All Music Guide to the Blues: The Definitive Guide to the Blues
- The cover of the third edition of All Music Guide to the Blues: The Definitive Guide to the Blues
- Author: Vladimir Bogdanov Chris Woodstra Stephen Thomas Erlewine
- Language: English
- Series: All Music Guide to...
- Subject: Blues
- Genre: Non-fiction Encyclopedic Reference
- Publisher: Backbeat Books
- Publication date: April 2003 (3rd)
- Media type: Paperback
- Pages: 800
- ISBN: 0-87930-736-6
- OCLC: 51389035
- Dewey Decimal: 016.781643/0266 21
- LC Class: ML156.4.B6 A45 2003

= All Music Guide to the Blues =

Nonfiction book on blues music

All Music Guide to the Blues: The Definitive Guide to the Blues is a non-fiction, encyclopedic referencing of blues music compiled under the direction of All Media Guide.

==Content==
The book's third edition was released in April 2003 and was edited by Vladimir Bogdanov, Chris Woodstra and Stephen Thomas Erlewine.

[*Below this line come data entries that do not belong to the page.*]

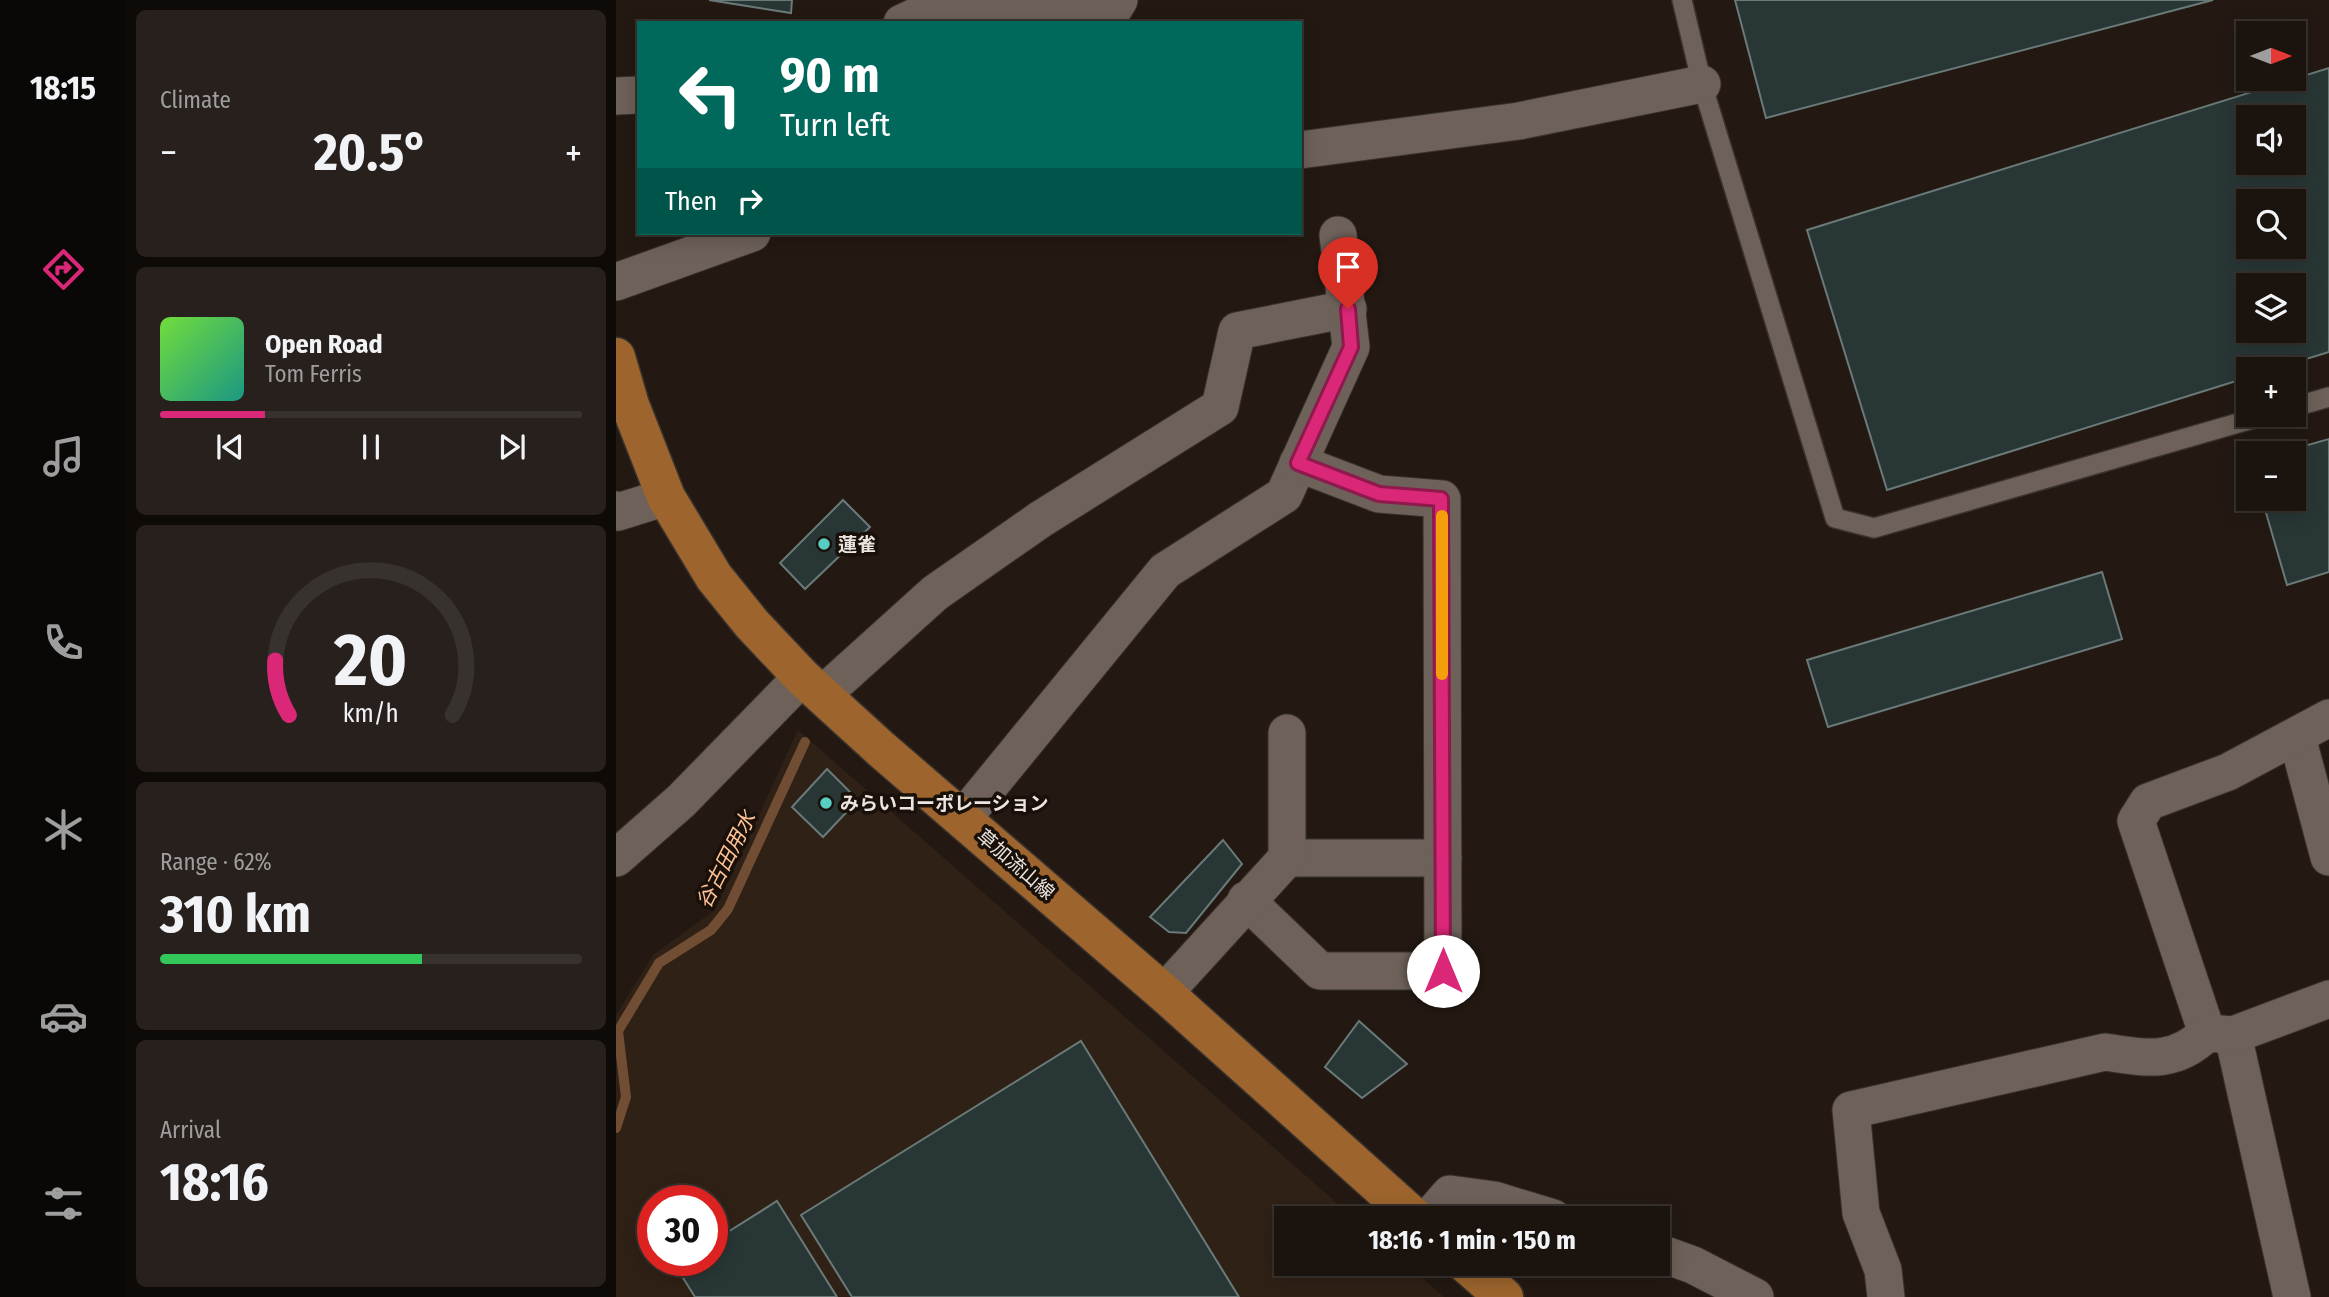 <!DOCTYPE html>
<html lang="en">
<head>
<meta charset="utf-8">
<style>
  :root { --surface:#1a130e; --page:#27201c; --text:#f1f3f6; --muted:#9f9e9e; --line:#38322e; --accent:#db2777 }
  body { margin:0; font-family:"Fira Sans Condensed","Noto Sans JP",sans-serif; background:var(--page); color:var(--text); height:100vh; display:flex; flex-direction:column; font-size:26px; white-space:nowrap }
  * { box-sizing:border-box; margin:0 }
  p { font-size:23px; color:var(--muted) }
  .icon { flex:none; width:38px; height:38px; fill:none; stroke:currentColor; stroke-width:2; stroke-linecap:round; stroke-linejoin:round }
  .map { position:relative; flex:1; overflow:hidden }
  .sheet { display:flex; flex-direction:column; gap:10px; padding:10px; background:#0e0a08; width:490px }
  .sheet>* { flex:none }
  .hud { position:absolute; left:21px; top:21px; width:665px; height:214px; border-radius:0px; box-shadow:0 4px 18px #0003,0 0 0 2px var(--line); background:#00695c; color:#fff; overflow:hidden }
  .needle { width:46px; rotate:90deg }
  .controls { position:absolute; left:1620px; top:21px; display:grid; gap:14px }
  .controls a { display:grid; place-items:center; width:70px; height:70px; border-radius:0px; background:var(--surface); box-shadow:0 4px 18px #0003,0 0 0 2px var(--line); font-size:35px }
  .speed { position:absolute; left:21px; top:1185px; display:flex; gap:14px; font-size:35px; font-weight:700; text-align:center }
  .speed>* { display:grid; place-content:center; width:91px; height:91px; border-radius:50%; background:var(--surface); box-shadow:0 4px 18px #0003,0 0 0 2px var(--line); line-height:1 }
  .speed .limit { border:10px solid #d22; background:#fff; color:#111 }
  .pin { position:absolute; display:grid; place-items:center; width:60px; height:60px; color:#fff; margin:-72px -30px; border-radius:50% 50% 50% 0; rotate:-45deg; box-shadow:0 0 7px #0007 }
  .pin .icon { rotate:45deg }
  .me { position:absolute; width:77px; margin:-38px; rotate:0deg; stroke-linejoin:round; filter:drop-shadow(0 0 5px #0008) }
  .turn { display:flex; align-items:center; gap:24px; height:147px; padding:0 28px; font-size:32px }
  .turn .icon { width:91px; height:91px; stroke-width:2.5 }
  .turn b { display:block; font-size:49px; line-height:60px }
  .then { display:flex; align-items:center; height:66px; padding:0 28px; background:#0003; gap:14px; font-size:26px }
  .big { font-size:52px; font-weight:700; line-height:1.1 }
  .sheet .widget { flex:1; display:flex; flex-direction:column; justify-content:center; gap:10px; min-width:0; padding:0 24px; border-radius:10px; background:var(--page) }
  .sheet .dial { align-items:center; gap:0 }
  .dial svg { height:182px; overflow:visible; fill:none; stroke:var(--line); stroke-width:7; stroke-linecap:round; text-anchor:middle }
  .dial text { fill:var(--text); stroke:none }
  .song { display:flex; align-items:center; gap:21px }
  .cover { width:84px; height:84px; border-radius:10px; background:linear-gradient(135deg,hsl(100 70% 55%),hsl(170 70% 35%)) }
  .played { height:7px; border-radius:4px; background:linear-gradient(90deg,var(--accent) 25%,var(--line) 25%) }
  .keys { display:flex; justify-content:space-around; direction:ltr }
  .heat { display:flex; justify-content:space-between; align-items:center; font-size:38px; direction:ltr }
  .charge { height:10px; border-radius:5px; background:linear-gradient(90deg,#34c759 62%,var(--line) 0) }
  .trip { position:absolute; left:658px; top:1206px; width:396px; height:70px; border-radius:0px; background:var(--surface); box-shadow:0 4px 18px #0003,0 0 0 2px var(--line); font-weight:700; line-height:70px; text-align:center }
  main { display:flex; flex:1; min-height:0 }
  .tab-bar { display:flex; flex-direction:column; width:126px; justify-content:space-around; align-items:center; background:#0a0806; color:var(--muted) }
  .tab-bar .icon { width:49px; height:49px }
  .tab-bar .active { color:var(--accent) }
  .tab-bar b { font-size:32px; color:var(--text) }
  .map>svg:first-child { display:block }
</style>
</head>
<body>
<main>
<nav class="tab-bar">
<b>18:15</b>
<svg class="icon active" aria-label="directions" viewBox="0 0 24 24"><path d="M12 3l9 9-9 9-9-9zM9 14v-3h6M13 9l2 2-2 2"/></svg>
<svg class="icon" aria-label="music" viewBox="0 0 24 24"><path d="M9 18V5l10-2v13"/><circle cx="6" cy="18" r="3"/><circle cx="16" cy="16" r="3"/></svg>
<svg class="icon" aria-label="phone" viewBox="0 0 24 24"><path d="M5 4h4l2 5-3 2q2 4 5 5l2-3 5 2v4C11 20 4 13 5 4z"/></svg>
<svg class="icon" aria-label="climate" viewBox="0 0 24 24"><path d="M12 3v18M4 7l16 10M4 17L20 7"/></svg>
<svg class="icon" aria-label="car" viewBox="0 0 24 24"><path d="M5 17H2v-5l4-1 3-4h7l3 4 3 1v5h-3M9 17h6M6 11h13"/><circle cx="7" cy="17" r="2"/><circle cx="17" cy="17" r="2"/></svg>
<svg class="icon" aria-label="filters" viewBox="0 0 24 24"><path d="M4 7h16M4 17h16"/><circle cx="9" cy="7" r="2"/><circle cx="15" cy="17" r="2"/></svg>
</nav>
<section class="sheet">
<div class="widget"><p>Climate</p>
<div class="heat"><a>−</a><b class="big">20.5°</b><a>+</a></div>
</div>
<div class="widget">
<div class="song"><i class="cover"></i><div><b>Open Road</b><p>Tom Ferris</p></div></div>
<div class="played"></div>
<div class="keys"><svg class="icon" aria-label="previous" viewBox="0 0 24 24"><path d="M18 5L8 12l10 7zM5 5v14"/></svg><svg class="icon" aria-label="pause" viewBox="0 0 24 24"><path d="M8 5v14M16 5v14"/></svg><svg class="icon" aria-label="next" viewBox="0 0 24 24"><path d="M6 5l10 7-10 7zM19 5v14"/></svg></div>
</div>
<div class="widget dial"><svg viewBox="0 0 100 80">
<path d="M14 69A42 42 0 1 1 86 69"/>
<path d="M14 69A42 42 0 0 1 8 45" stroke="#db2777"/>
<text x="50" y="56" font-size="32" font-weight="700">20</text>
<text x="50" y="72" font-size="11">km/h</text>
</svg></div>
<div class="widget"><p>Range · 62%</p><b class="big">310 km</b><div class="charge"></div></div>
<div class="widget"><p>Arrival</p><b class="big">18:16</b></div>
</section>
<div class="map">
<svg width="1713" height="1297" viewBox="0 0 1713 1297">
  <rect width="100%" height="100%" fill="#231912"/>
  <path fill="#302116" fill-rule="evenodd" d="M 182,730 L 738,1218 L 670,1218 L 670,1264 L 790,1264 L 828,1297 L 0,1297 L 0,1015 L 37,955 L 99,910 ZM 37,1200 L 96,1200 L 96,1260 L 37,1260 Z"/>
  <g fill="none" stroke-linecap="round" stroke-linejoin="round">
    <polyline stroke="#714e33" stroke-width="10" points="0,1128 10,1097 2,1031 43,963 95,930 112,909 189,742"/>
  </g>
  <g fill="#283736" stroke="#6a7a78" stroke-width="2" fill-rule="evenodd">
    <polygon points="93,0 176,0 175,13"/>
    <polygon points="1119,0 1597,0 1150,118"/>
    <path d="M 1713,68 L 1713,352 L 1658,369 L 1633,369 L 1633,377 L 1271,490 L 1191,230 ZM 1633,117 L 1678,117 L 1678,163 L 1633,163 ZM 1633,201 L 1678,201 L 1678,247 L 1633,247 ZM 1633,285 L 1678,285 L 1678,331 L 1633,331 Z"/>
    <polygon points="1713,439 1713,572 1671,585 1646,499 1678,499 1678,453 1664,453"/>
    <polygon points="227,500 254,527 189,589 164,563"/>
    <polygon points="1486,572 1506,639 1212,727 1191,660"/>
    <polygon points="211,769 242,800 207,837 176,807"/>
    <polygon points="607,840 626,864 570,933 553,932 534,917"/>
    <polygon points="743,1021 791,1064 746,1098 709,1067"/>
    <polygon points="465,1041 623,1297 236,1297 185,1215"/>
    <polygon points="161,1201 221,1297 79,1297 59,1265 67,1260 96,1260 96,1242"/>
  </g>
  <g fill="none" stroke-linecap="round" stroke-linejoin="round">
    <defs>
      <g id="service">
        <polyline points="1066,0 1086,84 1219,518 1258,528 1650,415"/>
        <polyline points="1678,407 1713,397"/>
      </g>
      <g id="minor">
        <polyline points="286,23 329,3 431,13 495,13 503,0"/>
        <polyline points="0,96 23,95"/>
        <polyline points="684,150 903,121 1086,84"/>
        <polyline points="0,282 136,233"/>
        <polyline points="0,510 2,512 50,497"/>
        <polyline points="206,695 319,593 425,519 604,407 621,331 732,309"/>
        <polyline points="1681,737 1713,857"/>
        <polyline points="347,818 549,571 668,495 735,347 722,235"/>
        <polyline points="0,858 65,801 186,677"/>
        <polyline points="671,858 827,858"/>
        <polyline points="630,900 704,971 827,971 826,499 763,494 682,463"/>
        <polyline points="548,993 671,858 671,733"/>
        <polyline points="1591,1033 1520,821 1532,802 1612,772 1713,718"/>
        <polyline points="1617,1035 1676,1297"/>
        <polyline points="813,1218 834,1194 878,1200 937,1218"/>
        <polyline points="1041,1252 1077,1265 1139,1297"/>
        <path d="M 1270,1297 L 1267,1270 L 1245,1213 L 1235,1110 L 1489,1052 C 1530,1058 1558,1065 1591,1033 L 1617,1035 L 1713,999"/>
      </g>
      <g id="primary">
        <polyline points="0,357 14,405 50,497 98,577 136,624 186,677 265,749 548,993 799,1218"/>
        <polyline points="850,1264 888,1297"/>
      </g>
    </defs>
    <use href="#service" stroke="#39322e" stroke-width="22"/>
    <use href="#minor" stroke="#39322e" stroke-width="39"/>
    <use href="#primary" stroke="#39322e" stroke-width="41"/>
    <use href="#service" stroke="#6d6159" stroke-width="19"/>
    <use href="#minor" stroke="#6d6159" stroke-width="37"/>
    <use href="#primary" stroke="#9d652d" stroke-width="38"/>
  </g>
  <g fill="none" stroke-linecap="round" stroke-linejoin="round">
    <defs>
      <polyline id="route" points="732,309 735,347 682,463 763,494 825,499 827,971"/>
    </defs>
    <use href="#route" stroke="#8e194d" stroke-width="18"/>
    <use href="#route" stroke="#db2777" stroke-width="12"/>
    <polyline stroke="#f59e0b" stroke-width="12" points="826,516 826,674"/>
  </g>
  <g fill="#56cec4" stroke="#191009" stroke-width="2.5">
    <circle cx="208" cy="544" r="7"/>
    <circle cx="210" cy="803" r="7"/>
  </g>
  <g text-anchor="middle" stroke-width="7" stroke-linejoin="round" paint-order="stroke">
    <g font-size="19" font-weight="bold" fill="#ebe4e0" stroke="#191009" text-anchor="start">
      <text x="222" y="551">蓮雀</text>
      <text x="224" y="810">みらいコーポレーション</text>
    </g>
    <g font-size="19" fill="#ebe4e0" stroke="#191009">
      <text transform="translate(400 864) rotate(41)" y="7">草加流山線</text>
    </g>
    <g font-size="21" font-style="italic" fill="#fec194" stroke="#191009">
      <text transform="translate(110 860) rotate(-63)" y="7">谷古田用水</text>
    </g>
  </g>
</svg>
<div class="controls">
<a><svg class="needle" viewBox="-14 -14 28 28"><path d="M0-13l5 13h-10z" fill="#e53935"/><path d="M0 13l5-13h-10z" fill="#9f9e9e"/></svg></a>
<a><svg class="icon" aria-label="sound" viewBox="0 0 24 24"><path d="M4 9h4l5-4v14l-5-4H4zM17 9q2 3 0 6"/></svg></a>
<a><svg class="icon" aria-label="search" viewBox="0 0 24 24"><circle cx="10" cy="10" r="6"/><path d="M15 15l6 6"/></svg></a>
<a><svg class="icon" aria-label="layers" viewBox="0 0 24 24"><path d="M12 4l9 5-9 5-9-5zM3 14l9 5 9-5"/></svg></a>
<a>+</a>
<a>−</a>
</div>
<div class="speed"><div class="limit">30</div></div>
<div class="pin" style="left:732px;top:309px;background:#d93025"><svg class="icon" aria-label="arrive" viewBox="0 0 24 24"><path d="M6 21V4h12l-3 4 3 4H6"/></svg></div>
<svg class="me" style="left:827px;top:971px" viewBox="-20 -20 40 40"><circle r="19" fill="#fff"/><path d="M0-13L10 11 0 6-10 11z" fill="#db2777"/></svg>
<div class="trip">18:16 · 1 min · 150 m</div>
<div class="hud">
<div class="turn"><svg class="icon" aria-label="left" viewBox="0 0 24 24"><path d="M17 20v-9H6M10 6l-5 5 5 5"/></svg><div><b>90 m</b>Turn left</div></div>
<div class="then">Then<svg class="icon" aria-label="right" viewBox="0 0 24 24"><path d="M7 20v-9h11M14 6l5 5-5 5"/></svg></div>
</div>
</div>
</main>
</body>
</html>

The book's back cover touts that the book contains ratings for close to 9,000 album and 935 musician biographies. Artists are set up alphabetically and include some of the following: birth and death dates, classification (vocals, guitar, drums, etc.), a biography, a discography. The discography listings include a five star rating, the music label it was released on, and the date as well as possibly reviews of certain albums.

All Music Guide to the Blues: The Definitive Guide to the Blues also includes 30 essays covering different styles of blues, along with "top lists" and extensive charts on the evolution and lineage of the blues.